All weights of joint coordinates were set to 1, apart from those of the nose and the head, which were set to 0.2, and from those of the other head markers, which were set to 0. Since we processed scaling during a T-pose, we added as a condition that the ankle flexions should be fixed at a neutral 0° angle.

2.5.4. Inverse Kinematics

The inverse kinematic tool was used with the same marker weights as in the scaling step (Figure 7). We visually verified that model markers approximately overlayed experimental markers, and we batched inverse kinematics for all gait cycles with the command line utilities. We then concatenated all results in a .csv file analyzed them using python.

2.6. Statistical Analysis

As similar results were expected for both sides, as more strides were captured on the left one, and for the sake of clarity, the analysis was performed on the left side only. Descriptive statistics were calculated at the triangulation stage, for each (Ref), (Im), (4c), and (Cal) condition. We calculated mean, standard deviation (std), and maximum (max) number of cameras excluded for performing an acceptable triangulation (i.e., OpenPose confidence above 0.3 and reprojection error below 10 px.), as well as mean, std, and max reprojection errors. Descriptive statistics of the OpenSim scaling and inverse kinematics steps were also rendered: we calculated mean, std, and max root mean square error (RMSE) of the experimental and model markers.

Next, we investigated the relevance of our results. The angles of the Ref condition on the walking task were compared to those of a normative walking gait database (See Fukuchi et al. [70]), from which we took a subset of 14 young, healthy, males walking at a “comfortable” speed (Norm). Pearson’s correlations (r) and mean absolute error (MAE) were calculated. The angle definition was different from that in the OpenSim model (See Trinler et al. [71]); only the flexion/extension angles were compared.

Repeatability was estimated by computing stride-to-stride standard deviations within (Ref), (Im), (4c), and (Cal) conditions. The results were compared to Kang and Dingwell’s [72], obtained with a marker-based approach and averaged over 18 young adults. Th robustness of the workflow was assessed by calculating the standard deviation ratio between each degraded condition and the Ref one, as well as the r coefficient and the MAE. Statistical parametric analysis (SPM-1D) was lastly performed between Ref and degraded conditions to convey statistical differences along time (See Warmenhoven [73]).

3. Results

3.1. Data Collection and 2D Pose Estimation

Each trial took several hours to process on a cluster of high-end computation units. Then, filming the resulting 3D meshes in a virtual scene with virtual cameras also took a few hours per sequence, as well as about 50 Go of storage space. Although all of this allowed us to perfectly control the parameters of the capture, this step would not be carried out in the wild, where capture would simply be carried out by filming with calibrated cameras.
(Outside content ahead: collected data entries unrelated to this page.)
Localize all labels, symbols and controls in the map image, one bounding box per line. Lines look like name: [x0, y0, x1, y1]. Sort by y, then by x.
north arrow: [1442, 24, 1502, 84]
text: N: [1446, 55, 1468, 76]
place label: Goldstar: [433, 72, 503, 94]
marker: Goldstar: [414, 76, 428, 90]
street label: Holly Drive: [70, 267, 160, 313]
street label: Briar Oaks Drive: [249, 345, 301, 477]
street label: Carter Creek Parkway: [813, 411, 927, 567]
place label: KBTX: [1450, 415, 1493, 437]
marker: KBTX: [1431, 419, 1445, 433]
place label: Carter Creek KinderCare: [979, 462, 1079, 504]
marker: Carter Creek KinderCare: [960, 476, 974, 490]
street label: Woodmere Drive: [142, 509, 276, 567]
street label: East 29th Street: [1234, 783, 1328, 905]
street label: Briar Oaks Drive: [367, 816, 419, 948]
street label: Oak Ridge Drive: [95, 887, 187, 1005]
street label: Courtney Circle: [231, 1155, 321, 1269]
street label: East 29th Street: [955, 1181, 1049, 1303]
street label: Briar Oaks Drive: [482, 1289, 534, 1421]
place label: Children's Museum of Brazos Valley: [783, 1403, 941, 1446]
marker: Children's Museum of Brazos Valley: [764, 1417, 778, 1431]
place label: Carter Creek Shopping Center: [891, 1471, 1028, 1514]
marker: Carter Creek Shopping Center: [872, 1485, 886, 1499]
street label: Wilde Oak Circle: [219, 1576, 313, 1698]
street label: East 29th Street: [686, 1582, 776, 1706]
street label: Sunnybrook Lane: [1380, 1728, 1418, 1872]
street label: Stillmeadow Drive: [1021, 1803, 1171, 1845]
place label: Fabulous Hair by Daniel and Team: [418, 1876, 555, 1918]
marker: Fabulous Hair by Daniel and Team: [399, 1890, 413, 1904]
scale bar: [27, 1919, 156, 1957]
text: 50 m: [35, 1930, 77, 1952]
Apart from the capture design, which is very particular to this study, the Openpose 2D pose estimation was the most computationally costly step. On a standard computer with an Nvidia GeForce GTX 1080 graphic card (8 Go memory), the detection for each camera ran at a little over 0.5 fps (i.e., 0.07 fps for 8 cameras).

3.2. Pose2Sim Tracking, Triangulation, and Filtering

On our standard computer, tracking was performed at an average of 5 fps depending on the number of undesired persons present in the background; triangulation was at about 10 fps; and filtering was almost instantaneous in comparison.
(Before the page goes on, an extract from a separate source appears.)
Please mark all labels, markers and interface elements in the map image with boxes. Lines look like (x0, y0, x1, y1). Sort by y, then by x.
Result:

Depending on the considered frame, the reprojection error of a joint coordinate sometimes exceeded the prescribed threshold. In this case, the triangulation process was executed another time after excluding the 2D joint coordinates estimated from one, or several, cameras. Over all frames, an average of approximately 0.5 cameras were excluded in walking and in running and 1.6 in cycling (Table 1). The mean of the reprojection error was about 3.5 px (~1.6 cm) in walking and running and 6 px (~3 cm) in cycling. More cameras had to be excluded for the nose and for the extremities such as wrists and toes, and the reprojection error was mostly large on hips, head, and extremities.

Within each task, almost twice as many cameras had to be excluded in the (Im) condition as in the (Ref) condition, with nearly one camera excluded in walking and running, and nearly 2.5 in cycling. However, the reprojection error was increased by only about 10%. About twice as few cameras had to be excluded in the (4c) condition as in (Ref) condition, and the reprojection error was decreased by about 10%. The (Cal) condition did not involve more excluded cameras; indeed, calibration errors had no effect on the OpenPose confidence, and reprojection error stayed within the threshold of 10 px. However, a 2 px average error in calibration logically resulted in about a 2 px (~1 cm) larger reprojection error than in the Ref condition.
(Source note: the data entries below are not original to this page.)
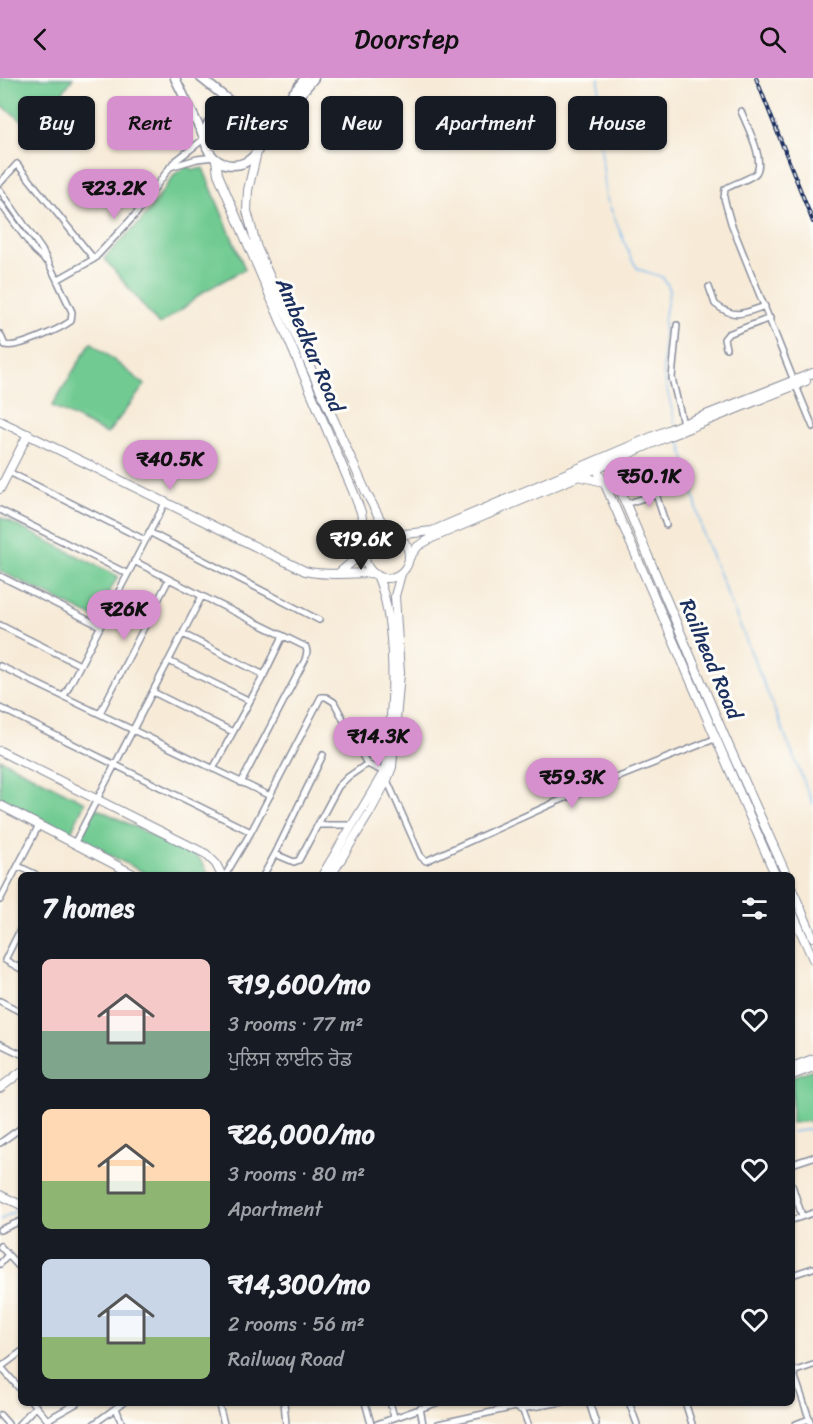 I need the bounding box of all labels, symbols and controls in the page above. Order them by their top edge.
text: Doorstep [354,15,459,63]
icon: back [24,23,57,56]
icon: search [756,23,789,56]
chip: Buy [18,96,95,150]
chip: Rent [107,96,193,150]
chip: Filters [205,96,309,150]
chip: New [321,96,403,150]
chip: Apartment [415,96,556,150]
chip: House [568,96,667,150]
pin: ₹23.2K [65,169,163,220]
text: ₹23.2K [82,171,146,206]
street label: Ambedkar Road [264,271,356,420]
pin: ₹40.5K [121,440,219,491]
text: ₹40.5K [137,442,203,477]
pin: ₹50.1K [600,457,698,508]
text: ₹50.1K [618,459,680,494]
pin: ₹19.6K [312,520,410,571]
text: ₹19.6K [330,522,392,557]
pin: ₹26K [88,590,160,641]
text: ₹26K [101,592,147,627]
street label: Railhead Road [668,593,754,727]
pin: ₹14.3K [329,717,427,768]
text: ₹14.3K [347,719,409,754]
pin: ₹59.3K [523,758,621,809]
text: ₹59.3K [540,760,604,795]
text: 7 homes [42,885,134,931]
icon: filters [738,892,771,925]
text: ₹19,600/mo [228,961,370,1007]
icon: home [90,983,162,1055]
icon: heart [738,1003,771,1036]
text: 3 rooms · 77 m² [228,1007,363,1042]
text: ਪੁਲਿਸ ਲਾਈਨ ਰੋਡ [228,1042,352,1077]
text: ₹26,000/mo [228,1111,375,1157]
icon: home [90,1133,162,1205]
icon: heart [738,1153,771,1186]
text: 3 rooms · 80 m² [228,1157,365,1192]
text: Apartment [228,1192,322,1227]
text: ₹14,300/mo [228,1261,370,1307]
icon: home [90,1283,162,1355]
icon: heart [738,1303,771,1336]
text: 2 rooms · 56 m² [228,1307,365,1342]
text: Railway Road [228,1342,344,1377]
3.3. OpenSim Scaling and Inverse Kinematics

Scaling took a few hours, which is in line with the usual expectations in marker-based methods. However, markers would be positioned in the same place by the pose estimation algorithm regardless of the subject and of the operator: as a consequence, in the future, only bones would have to be scaled, and markers will not have to be further adjusted. Due to the small number of markers whose positions had to be optimized, Opensim’s inverse kinematics ran at more than 0.5 fps.

OpenSim recommends the RMS of experimental vs. model marker errors to be below 1 cm for scaling. Our best average RMS error was 1.9 cm. During inverse kinematics, it is recommended for it to stay below 2–4 cm. The average RMS error was typically below 4 cm, but it could reach much more for some markers at certain phases of the cycle, especially in the cycling task. Within each task, changing conditions made very little difference in RMS marker errors, including in mean, standard deviation (std), or maximum error (Table 2).

One should not compare the values of the reprojection errors in the triangulation step and of the marker errors in the inverse kinematics one. Primarily, the first one is calculated over time, while the second one is calculated over markers. Additionally, the first one is a mean absolute error (MAE), while the second one is a root mean square error (RMSE). RMSE squares the errors, which always makes it larger than the MAE. It penalizes large errors more, which has some implications that are not addressed here but are documented in Chai and Draxler [74]. These errors should only be used to compare conditions within each step.

3.4. Relevance, Repeatability and Robustness of Angles Results

Flexion/extension lower-limb angles were compared to a normative walking gait database (See Trinler et al. [70]) (Figure 8). Ankle movement differed noticeably (r = 0.35, MAE = 5.4°), especially between 40% and 70% of the gait cycle. There was a good agreement for the knee (r = 0.93, MAE = 5.7°) and hip angles (r = 0.97, MAE = 9.0°) despite some notable offset in hip angle. A similar shift occurred in the pelvis ante/retroversion angle (not further analyzed).

When averaged over all joint angles, the stride-to-stride standard deviations lay between 1.7° and 3.2° for all conditions and tasks (Table 3). The walking task was the most variable, while the cycling one was the least variable; however, in the latter the upper body was static and artificially drew the mean down, which was revealed after removing it from the statistics (Table 3). In the walking task, the stride-to-stride standard deviation of our individual lower body angles was higher than Kang and Dingwell’s [72], who used a marker-based approach (Table 4).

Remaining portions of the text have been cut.